Among the lines below, return each one that contains the word "absolute".
Start of Exercise data
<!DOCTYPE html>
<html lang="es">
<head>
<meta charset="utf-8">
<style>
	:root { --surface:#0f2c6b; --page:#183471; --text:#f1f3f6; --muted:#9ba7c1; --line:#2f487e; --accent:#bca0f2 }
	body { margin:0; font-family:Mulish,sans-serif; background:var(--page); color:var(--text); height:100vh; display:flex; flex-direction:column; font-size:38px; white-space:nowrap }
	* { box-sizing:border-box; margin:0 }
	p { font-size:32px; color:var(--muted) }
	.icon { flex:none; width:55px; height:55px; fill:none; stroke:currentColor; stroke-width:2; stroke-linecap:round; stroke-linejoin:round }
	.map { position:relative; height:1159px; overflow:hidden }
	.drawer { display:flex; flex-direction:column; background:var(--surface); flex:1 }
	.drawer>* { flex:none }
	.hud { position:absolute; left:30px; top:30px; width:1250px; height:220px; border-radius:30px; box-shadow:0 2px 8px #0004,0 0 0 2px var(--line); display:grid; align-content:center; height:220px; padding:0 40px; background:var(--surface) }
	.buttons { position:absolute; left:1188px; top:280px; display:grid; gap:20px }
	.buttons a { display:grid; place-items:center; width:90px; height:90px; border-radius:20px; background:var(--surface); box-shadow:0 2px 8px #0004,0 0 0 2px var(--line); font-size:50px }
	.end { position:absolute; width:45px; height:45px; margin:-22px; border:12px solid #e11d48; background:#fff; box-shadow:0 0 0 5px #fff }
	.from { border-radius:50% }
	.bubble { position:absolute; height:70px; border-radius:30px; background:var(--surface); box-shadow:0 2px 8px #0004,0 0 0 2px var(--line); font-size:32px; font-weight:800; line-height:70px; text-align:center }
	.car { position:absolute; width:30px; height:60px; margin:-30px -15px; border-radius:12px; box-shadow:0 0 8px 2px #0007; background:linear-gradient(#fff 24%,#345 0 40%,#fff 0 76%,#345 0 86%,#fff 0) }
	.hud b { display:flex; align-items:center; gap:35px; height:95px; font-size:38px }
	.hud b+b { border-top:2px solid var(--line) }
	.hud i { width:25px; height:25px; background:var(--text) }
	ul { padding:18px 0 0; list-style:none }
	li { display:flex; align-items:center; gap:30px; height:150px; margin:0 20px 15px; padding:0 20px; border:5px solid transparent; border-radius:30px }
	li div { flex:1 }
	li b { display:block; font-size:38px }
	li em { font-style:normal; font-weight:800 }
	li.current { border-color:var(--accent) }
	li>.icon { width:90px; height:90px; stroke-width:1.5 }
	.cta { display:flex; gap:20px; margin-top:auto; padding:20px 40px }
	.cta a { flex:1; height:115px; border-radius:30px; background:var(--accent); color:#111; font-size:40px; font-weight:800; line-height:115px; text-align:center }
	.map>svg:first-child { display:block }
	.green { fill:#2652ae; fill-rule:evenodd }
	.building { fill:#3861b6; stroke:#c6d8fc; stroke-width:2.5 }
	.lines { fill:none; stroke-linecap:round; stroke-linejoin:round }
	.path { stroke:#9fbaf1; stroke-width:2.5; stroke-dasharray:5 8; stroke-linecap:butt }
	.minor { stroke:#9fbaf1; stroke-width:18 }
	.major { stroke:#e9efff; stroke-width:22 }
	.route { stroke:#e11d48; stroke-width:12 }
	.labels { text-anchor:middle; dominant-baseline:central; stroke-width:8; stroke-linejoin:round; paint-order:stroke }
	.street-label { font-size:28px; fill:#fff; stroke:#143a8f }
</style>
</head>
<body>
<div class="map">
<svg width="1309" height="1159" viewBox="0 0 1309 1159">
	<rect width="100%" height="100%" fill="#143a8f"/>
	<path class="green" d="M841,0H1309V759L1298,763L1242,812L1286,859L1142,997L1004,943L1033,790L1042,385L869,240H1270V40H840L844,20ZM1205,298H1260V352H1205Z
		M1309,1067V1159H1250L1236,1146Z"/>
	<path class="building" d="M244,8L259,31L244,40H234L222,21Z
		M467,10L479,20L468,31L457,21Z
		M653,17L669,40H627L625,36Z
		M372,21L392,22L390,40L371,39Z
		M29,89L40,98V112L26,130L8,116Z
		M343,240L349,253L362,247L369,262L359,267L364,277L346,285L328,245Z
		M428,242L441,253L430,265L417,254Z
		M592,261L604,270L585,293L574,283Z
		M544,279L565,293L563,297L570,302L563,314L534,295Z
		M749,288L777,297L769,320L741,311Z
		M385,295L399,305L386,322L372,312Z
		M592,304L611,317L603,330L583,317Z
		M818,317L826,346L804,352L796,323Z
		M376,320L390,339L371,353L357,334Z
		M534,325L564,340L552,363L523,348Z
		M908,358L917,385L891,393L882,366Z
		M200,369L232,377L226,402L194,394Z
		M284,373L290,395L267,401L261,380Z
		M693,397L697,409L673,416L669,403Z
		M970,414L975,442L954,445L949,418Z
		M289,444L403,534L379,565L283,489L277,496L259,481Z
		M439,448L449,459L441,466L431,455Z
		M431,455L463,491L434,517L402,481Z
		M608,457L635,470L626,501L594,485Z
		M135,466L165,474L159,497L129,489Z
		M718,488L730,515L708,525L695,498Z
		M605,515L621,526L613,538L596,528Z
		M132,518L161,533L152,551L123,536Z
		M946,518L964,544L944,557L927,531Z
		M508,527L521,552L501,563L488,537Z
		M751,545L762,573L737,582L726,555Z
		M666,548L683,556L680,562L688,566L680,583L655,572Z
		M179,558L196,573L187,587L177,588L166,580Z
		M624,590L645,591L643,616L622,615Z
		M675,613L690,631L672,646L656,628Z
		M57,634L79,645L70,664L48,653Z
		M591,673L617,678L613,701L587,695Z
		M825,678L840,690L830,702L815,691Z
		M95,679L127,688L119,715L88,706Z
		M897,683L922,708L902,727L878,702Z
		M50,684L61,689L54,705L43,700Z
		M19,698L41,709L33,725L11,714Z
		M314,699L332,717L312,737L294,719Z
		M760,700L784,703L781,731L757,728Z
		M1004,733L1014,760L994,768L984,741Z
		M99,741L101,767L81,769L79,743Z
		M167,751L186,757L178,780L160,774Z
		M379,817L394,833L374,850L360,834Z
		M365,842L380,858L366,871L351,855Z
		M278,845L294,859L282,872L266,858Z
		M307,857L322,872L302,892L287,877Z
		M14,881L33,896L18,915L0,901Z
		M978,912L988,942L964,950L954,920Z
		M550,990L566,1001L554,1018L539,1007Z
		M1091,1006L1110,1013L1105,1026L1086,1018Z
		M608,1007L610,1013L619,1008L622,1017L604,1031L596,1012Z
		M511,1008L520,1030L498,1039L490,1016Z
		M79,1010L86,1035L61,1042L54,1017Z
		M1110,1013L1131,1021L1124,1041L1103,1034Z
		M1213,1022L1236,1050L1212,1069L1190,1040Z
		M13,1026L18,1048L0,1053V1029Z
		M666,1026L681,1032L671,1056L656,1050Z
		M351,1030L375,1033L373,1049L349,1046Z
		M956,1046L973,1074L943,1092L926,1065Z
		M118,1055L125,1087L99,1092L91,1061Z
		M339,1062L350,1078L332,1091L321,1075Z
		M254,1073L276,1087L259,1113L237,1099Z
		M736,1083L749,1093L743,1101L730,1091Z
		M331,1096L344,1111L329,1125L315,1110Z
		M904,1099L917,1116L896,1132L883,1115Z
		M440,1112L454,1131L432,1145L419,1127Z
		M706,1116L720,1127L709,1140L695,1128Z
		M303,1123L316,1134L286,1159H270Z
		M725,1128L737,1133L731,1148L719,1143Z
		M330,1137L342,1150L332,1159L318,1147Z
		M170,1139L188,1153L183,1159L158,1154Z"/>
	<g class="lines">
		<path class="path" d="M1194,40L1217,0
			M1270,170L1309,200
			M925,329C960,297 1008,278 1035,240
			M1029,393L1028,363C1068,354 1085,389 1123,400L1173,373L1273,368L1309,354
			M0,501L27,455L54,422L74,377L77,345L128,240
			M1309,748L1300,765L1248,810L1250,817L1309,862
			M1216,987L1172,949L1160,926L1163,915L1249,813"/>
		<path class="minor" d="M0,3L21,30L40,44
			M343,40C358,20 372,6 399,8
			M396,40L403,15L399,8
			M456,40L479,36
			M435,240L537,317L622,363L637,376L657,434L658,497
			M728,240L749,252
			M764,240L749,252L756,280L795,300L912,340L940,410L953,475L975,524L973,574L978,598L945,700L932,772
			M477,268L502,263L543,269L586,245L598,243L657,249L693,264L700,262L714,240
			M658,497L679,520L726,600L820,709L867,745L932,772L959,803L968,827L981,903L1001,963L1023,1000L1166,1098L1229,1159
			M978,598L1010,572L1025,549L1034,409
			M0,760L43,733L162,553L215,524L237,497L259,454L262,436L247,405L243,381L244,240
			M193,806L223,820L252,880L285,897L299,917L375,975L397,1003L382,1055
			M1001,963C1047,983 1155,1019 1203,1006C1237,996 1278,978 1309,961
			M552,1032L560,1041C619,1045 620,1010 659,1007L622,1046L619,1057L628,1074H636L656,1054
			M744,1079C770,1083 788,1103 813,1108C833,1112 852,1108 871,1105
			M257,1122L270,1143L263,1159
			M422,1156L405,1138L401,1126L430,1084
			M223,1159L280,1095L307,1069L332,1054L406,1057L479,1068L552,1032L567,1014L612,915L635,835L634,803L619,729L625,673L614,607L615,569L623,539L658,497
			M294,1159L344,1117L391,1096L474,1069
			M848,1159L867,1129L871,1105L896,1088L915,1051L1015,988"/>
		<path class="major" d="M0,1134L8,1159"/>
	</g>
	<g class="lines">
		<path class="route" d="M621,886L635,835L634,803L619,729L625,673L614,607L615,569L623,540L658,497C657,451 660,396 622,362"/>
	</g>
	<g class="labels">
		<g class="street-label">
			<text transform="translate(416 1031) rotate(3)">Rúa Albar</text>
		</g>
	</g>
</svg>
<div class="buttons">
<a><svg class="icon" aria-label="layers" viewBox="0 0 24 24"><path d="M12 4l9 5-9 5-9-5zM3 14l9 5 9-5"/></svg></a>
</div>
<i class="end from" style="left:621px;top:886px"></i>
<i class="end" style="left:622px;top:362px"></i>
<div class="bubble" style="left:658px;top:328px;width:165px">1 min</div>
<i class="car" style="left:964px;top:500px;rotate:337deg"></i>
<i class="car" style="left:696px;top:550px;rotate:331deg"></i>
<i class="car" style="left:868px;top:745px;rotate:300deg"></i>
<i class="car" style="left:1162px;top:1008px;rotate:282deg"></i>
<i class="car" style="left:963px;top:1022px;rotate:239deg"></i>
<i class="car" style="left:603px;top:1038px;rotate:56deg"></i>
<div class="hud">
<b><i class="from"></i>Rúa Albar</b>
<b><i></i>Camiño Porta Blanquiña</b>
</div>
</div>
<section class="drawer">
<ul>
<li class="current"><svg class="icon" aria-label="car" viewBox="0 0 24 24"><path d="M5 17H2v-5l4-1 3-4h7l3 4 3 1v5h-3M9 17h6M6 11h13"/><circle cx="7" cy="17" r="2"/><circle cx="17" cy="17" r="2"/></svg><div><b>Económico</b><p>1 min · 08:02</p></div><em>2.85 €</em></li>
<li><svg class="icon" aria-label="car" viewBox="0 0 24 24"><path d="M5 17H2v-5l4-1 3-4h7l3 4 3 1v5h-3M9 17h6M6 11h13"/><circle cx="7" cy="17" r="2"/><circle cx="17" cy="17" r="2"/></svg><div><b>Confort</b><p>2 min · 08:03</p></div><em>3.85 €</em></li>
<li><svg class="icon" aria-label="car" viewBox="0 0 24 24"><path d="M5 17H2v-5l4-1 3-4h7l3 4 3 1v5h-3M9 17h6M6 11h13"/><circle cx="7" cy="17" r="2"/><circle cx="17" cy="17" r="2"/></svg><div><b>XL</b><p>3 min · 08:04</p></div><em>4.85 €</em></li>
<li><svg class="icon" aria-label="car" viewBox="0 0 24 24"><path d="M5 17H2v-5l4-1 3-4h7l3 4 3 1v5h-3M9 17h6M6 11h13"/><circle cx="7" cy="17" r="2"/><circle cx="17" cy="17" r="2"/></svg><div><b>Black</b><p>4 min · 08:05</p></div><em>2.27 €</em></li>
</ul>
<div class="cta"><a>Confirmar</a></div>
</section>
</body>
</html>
End of Exercise data
§ **Answer to this task**:
	.hud { position:absolute; left:30px; top:30px; width:1250px; height:220px; border-radius:30px; box-shadow:0 2px 8px #0004,0 0 0 2px var(--line); display:grid; align-content:center; height:220px; padding:0 40px; background:var(--surface) }
	.buttons { position:absolute; left:1188px; top:280px; display:grid; gap:20px }
	.end { position:absolute; width:45px; height:45px; margin:-22px; border:12px solid #e11d48; background:#fff; box-shadow:0 0 0 5px #fff }
	.bubble { position:absolute; height:70px; border-radius:30px; background:var(--surface); box-shadow:0 2px 8px #0004,0 0 0 2px var(--line); font-size:32px; font-weight:800; line-height:70px; text-align:center }
	.car { position:absolute; width:30px; height:60px; margin:-30px -15px; border-radius:12px; box-shadow:0 0 8px 2px #0007; background:linear-gradient(#fff 24%,#345 0 40%,#fff 0 76%,#345 0 86%,#fff 0) }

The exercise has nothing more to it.